[Recorded data]
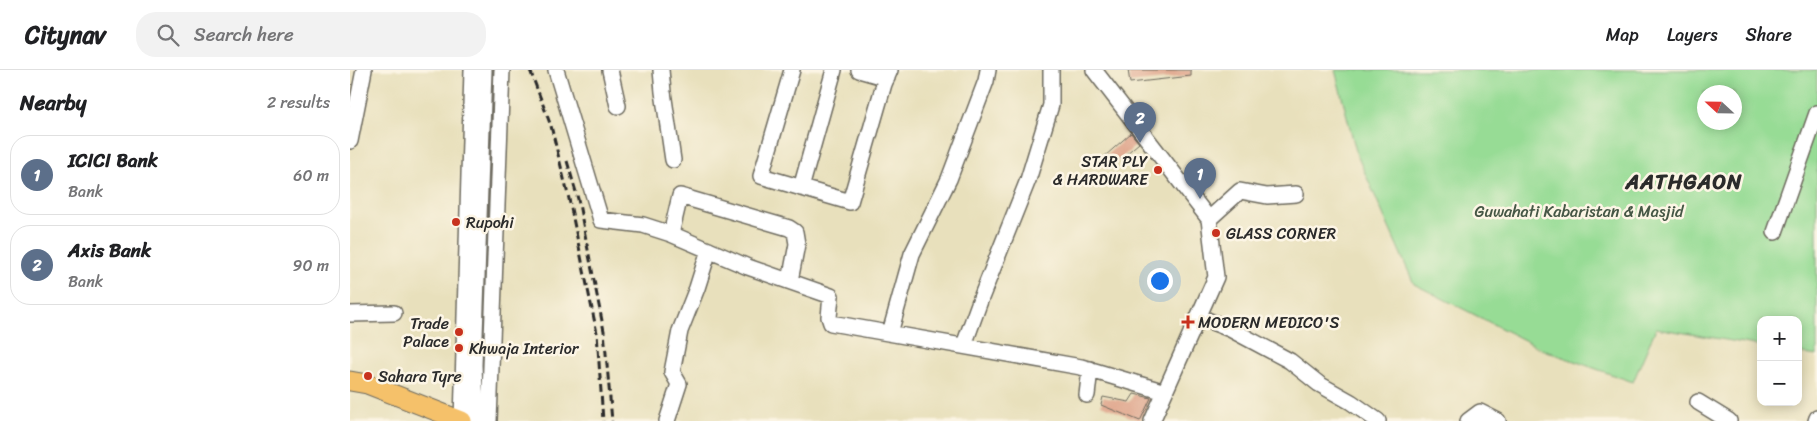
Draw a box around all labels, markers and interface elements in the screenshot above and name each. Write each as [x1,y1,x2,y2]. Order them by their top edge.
search box [136,12,486,57]
text: Citynav [25,14,106,56]
text: Search here [194,18,294,51]
text: Map [1606,19,1639,51]
text: Layers [1667,19,1718,51]
text: Share [1746,19,1792,51]
icon: search [154,21,182,49]
text: Nearby [20,84,86,122]
north arrow [1697,85,1742,130]
text: 2 results [267,88,330,117]
pin: 2 [1124,102,1156,143]
text: ICICI Bank [68,144,158,177]
place label: STAR PLY & HARDWARE [1053,147,1149,194]
pin: 1 [1184,158,1216,199]
text: 1 [34,161,40,190]
text: 60 m [293,161,329,190]
district label: AATHGAON [1624,163,1743,201]
marker: STAR PLY & HARDWARE [1152,164,1164,176]
text: Bank [68,177,103,206]
park label: Guwahati Kabaristan & Masjid [1475,197,1685,226]
place label: Rupohi [466,208,514,237]
marker: Rupohi [450,216,462,228]
place label: GLASS CORNER [1226,219,1336,248]
marker: GLASS CORNER [1210,227,1222,239]
text: Axis Bank [68,234,151,267]
text: 2 [32,251,42,280]
text: 90 m [293,251,329,280]
text: Bank [68,267,103,296]
your location [1147,268,1173,294]
place label: MODERN MEDICO'S [1198,308,1340,337]
place label: Trade Palace [403,309,449,356]
marker: MODERN MEDICO'S [1182,316,1194,328]
map controls [1757,316,1802,406]
button: + [1757,316,1802,361]
marker: Trade Palace [453,326,465,338]
place label: Khwaja Interior [469,334,580,363]
marker: Khwaja Interior [453,342,465,354]
button: − [1757,361,1802,406]
place label: Sahara Tyre [378,362,462,391]
marker: Sahara Tyre [362,370,374,382]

Prompt —
Give back all the records as they stand, but with no pictures in the copy.

Answer space —
Draw a box around all labels, markers and interface elements in the screenshot above and name each. Write each as [x1,y1,x2,y2]. Order them by their top edge.
search box [136,12,486,57]
text: Citynav [25,14,106,56]
text: Search here [194,18,294,51]
text: Map [1606,19,1639,51]
text: Layers [1667,19,1718,51]
text: Share [1746,19,1792,51]
icon: search [154,21,182,49]
text: Nearby [20,84,86,122]
north arrow [1697,85,1742,130]
text: 2 results [267,88,330,117]
pin: 2 [1124,102,1156,143]
text: ICICI Bank [68,144,158,177]
place label: STAR PLY & HARDWARE [1053,147,1149,194]
pin: 1 [1184,158,1216,199]
text: 1 [34,161,40,190]
text: 60 m [293,161,329,190]
district label: AATHGAON [1624,163,1743,201]
marker: STAR PLY & HARDWARE [1152,164,1164,176]
text: Bank [68,177,103,206]
park label: Guwahati Kabaristan & Masjid [1475,197,1685,226]
place label: Rupohi [466,208,514,237]
marker: Rupohi [450,216,462,228]
place label: GLASS CORNER [1226,219,1336,248]
marker: GLASS CORNER [1210,227,1222,239]
text: Axis Bank [68,234,151,267]
text: 2 [32,251,42,280]
text: 90 m [293,251,329,280]
text: Bank [68,267,103,296]
your location [1147,268,1173,294]
place label: MODERN MEDICO'S [1198,308,1340,337]
place label: Trade Palace [403,309,449,356]
marker: MODERN MEDICO'S [1182,316,1194,328]
map controls [1757,316,1802,406]
button: + [1757,316,1802,361]
marker: Trade Palace [453,326,465,338]
place label: Khwaja Interior [469,334,580,363]
marker: Khwaja Interior [453,342,465,354]
button: − [1757,361,1802,406]
place label: Sahara Tyre [378,362,462,391]
marker: Sahara Tyre [362,370,374,382]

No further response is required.